To shed light on physiological determinants of postural orthostatic tachycardia (POT) among patients with Myalgic Encephalomyelitis/Chronic Fatigue Syndrome (ME/CFS), with special reference to water homeostasis and joint hypermobility.
Postural orthostatic tachycardia syndrome is a frequent finding in patients with ME/CFS. Many patients also display signs suggesting abnormal water homeostasis as well joint hypermobility indicative of connective tissue abnormality. We conducted an observational series with a comprehensive assessment of patient characteristics, tilt table testing, osmolality measurements, and body composition analysis in patients with ME/CFS (according to The Canadian Consensus Criteria) to find out whether POT is predicted by these physiological factors.
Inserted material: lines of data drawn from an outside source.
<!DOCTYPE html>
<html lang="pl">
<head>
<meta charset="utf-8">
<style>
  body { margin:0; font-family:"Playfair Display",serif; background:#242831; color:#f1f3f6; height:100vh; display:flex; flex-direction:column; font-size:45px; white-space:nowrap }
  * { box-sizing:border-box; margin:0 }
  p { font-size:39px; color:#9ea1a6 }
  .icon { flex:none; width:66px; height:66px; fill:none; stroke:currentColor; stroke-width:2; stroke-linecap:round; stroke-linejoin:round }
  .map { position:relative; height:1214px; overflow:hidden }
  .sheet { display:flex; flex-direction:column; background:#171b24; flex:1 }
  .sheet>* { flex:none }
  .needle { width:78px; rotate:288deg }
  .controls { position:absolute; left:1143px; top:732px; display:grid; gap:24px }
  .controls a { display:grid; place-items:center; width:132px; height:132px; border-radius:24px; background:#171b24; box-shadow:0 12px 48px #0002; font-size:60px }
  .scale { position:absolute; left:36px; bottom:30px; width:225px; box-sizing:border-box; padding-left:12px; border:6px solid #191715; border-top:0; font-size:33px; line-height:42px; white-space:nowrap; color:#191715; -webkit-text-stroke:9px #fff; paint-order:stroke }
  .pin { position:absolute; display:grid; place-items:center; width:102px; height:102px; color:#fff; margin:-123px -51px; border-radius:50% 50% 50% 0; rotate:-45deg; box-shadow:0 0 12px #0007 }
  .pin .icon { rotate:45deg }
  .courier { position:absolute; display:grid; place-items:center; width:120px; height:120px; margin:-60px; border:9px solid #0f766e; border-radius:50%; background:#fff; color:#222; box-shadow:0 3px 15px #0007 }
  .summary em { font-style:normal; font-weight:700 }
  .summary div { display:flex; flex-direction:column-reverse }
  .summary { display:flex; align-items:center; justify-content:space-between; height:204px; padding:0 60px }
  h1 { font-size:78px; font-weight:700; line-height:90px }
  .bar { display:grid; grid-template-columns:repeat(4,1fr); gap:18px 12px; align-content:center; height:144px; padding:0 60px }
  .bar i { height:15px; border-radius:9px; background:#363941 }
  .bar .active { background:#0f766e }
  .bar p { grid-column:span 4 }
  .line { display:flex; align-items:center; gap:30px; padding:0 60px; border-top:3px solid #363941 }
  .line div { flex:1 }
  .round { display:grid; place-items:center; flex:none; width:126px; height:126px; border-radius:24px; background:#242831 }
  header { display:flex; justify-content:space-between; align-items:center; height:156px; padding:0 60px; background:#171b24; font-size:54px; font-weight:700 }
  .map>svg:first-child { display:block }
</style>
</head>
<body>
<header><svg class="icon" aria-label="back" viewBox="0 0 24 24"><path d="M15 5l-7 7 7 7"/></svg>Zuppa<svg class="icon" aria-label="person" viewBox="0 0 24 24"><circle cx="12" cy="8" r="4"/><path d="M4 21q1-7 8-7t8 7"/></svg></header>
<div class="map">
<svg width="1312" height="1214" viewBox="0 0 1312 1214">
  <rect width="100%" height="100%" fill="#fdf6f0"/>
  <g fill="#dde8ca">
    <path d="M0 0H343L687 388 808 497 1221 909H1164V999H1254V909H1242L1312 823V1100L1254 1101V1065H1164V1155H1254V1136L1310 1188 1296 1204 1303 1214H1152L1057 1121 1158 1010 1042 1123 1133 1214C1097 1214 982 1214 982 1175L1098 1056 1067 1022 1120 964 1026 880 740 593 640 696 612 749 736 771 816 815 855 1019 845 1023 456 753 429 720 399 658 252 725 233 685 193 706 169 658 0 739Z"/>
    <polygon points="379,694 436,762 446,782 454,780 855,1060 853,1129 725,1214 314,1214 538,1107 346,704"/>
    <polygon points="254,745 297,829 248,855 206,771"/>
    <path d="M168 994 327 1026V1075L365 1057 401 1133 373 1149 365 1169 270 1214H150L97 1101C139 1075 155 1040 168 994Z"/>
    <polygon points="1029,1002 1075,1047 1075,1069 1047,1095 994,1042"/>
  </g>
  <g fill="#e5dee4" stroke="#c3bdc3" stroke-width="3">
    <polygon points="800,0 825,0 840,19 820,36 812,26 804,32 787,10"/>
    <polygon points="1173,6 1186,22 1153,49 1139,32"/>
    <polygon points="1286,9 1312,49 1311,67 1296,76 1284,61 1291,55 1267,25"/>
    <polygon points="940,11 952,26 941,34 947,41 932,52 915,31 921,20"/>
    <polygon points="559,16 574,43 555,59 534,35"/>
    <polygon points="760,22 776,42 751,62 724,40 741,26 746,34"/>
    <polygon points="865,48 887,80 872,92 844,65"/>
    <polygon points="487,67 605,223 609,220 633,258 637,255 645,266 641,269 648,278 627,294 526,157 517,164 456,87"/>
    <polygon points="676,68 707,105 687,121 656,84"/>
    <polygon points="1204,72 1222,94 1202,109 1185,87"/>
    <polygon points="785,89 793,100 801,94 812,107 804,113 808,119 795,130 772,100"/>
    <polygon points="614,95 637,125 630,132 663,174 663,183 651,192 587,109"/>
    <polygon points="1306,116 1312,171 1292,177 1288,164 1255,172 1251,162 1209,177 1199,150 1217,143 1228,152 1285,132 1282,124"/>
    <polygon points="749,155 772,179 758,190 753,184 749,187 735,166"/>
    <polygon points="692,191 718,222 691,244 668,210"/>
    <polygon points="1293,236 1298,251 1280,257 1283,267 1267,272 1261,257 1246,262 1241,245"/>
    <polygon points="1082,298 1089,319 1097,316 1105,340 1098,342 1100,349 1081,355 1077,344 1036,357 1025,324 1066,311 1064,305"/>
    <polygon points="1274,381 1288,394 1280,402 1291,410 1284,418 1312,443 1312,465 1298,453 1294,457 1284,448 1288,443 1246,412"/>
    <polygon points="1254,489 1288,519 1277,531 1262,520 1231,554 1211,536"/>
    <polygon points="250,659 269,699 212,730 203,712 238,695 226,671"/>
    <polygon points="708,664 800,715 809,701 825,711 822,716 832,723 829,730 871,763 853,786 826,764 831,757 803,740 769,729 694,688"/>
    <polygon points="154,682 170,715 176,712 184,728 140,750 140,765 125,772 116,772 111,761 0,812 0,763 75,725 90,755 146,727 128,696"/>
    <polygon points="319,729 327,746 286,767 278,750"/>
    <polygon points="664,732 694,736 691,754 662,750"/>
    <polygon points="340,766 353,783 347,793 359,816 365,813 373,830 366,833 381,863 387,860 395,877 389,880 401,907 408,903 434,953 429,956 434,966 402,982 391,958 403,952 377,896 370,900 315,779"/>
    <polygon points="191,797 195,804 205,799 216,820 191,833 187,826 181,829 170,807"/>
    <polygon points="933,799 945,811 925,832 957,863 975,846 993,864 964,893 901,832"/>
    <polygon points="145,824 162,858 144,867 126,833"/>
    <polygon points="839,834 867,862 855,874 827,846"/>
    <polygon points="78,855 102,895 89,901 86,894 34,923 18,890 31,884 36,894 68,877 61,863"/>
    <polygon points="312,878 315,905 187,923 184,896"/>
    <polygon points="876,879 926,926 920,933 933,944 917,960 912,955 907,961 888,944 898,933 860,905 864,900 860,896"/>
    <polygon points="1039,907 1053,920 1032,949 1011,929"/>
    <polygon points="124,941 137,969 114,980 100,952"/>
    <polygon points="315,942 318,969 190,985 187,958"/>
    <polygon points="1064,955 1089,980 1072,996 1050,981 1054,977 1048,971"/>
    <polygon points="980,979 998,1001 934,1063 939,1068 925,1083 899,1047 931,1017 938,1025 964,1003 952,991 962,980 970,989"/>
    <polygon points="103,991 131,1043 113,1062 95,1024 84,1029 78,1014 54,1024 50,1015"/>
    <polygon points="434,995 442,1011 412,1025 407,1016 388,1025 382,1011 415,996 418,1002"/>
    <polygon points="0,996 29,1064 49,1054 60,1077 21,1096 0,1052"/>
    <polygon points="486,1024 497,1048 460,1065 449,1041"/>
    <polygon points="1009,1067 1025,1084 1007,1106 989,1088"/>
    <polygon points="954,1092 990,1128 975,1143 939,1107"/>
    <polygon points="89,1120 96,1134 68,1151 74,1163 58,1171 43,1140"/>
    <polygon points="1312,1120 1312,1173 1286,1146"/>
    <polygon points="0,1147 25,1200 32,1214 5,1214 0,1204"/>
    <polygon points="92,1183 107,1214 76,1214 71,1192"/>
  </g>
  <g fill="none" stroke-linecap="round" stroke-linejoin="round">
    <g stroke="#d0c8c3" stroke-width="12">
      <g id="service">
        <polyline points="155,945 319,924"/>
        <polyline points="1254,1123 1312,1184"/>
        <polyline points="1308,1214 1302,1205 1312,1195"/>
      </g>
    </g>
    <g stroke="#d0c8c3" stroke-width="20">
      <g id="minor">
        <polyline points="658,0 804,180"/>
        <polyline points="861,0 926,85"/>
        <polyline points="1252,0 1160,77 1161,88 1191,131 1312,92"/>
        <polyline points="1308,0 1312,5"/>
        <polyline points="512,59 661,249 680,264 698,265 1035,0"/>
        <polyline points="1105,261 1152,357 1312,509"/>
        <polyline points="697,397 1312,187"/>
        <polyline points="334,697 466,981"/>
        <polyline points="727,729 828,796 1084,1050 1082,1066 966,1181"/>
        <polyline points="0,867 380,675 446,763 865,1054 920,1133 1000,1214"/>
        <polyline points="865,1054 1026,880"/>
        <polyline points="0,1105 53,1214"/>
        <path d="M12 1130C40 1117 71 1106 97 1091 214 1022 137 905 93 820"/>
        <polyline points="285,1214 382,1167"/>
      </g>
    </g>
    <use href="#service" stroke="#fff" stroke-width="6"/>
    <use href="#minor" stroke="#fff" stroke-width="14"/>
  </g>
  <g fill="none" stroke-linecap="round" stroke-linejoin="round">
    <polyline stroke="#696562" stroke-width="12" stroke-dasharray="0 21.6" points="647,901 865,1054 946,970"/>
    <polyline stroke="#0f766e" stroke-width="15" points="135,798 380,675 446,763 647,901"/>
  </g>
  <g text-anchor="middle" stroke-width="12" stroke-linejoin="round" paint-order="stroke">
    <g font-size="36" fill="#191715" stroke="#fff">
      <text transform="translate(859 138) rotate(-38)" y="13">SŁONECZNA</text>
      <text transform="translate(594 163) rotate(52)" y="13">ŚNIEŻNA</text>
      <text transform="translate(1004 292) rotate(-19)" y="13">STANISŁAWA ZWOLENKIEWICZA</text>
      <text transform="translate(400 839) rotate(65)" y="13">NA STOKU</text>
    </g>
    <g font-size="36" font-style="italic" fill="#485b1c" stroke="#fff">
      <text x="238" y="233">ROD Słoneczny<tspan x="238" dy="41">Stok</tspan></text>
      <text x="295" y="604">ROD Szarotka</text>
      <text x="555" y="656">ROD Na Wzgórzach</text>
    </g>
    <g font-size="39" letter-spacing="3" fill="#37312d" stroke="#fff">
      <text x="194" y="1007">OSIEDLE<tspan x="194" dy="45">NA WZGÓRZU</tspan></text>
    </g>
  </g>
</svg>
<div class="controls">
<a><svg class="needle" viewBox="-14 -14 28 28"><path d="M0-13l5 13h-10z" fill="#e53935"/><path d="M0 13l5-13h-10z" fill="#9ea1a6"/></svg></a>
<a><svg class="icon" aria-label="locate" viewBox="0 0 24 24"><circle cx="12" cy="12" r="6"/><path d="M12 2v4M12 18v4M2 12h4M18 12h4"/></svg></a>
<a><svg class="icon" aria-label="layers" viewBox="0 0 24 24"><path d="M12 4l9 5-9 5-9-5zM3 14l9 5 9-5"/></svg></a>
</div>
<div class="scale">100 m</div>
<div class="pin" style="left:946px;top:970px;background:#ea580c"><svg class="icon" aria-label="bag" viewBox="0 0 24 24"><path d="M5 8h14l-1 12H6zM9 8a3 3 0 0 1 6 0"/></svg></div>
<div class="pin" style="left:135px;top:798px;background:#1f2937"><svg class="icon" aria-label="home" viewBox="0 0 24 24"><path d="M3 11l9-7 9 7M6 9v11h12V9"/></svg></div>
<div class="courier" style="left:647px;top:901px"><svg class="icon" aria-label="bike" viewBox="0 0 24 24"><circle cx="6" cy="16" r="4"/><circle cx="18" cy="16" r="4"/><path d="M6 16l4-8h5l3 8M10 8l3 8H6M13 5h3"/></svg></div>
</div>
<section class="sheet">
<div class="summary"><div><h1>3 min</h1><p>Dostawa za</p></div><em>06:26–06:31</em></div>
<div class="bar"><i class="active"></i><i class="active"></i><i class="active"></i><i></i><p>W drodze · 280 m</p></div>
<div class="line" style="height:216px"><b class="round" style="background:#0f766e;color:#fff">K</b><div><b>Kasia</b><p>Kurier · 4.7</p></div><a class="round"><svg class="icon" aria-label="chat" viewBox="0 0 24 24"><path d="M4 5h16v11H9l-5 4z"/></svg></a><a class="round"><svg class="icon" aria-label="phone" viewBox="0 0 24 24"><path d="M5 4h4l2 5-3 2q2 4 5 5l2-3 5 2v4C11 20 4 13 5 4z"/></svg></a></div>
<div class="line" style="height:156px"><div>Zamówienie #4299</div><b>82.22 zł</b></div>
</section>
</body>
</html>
A retrospective single-center study of a consecutive patient population (n = 244) referred to a specialist clinic for ME-CFS. Osmolality was measured after a 10-hour fasting. Joint hypermobility was determined using Beighton scale and 5PQ questionnaire. Body composition was analyzed with an advanced body composition monitor. Tilt table testing was performed with a rest period followed by suspension at an angle of 80 degrees. Heart rate increase of more than 30 beats per minute in combination with clinical symptoms were considered diagnostic of POT.
Of 238 patients diagnosed, 65 (27.3%) displayed POT. Patients with POT were younger (mean±SD 39.8±11.0 vs. 48.1±12.4 years), had lower body mass index (25.9±5.5 vs. 27.9±6.1 kg/m2), higher relative total body water (50.1±6.5 vs. 47.7±6.7 kg) and a lower ratio of extracellular/intracellular water (0.77±0.07 vs. 0.82±0.08), higher prevalence of joint hypermobility (78.5% vs. 60.1%), higher supine heart rate (75.4±12.9 vs. 71.1±11.9), and lower systolic blood pressure (118±10.0 vs. 126±15.2). In logistic regression, the significant independent predictors of POT were younger age, ECW/ICW relationship, supine heart rate, and joint hypermobility.
POT in patients with ME-CFS has physiological predictors including younger age, hypermobile constitution, higher basal heart rate, and fluid distribution shifts between cellular compartments.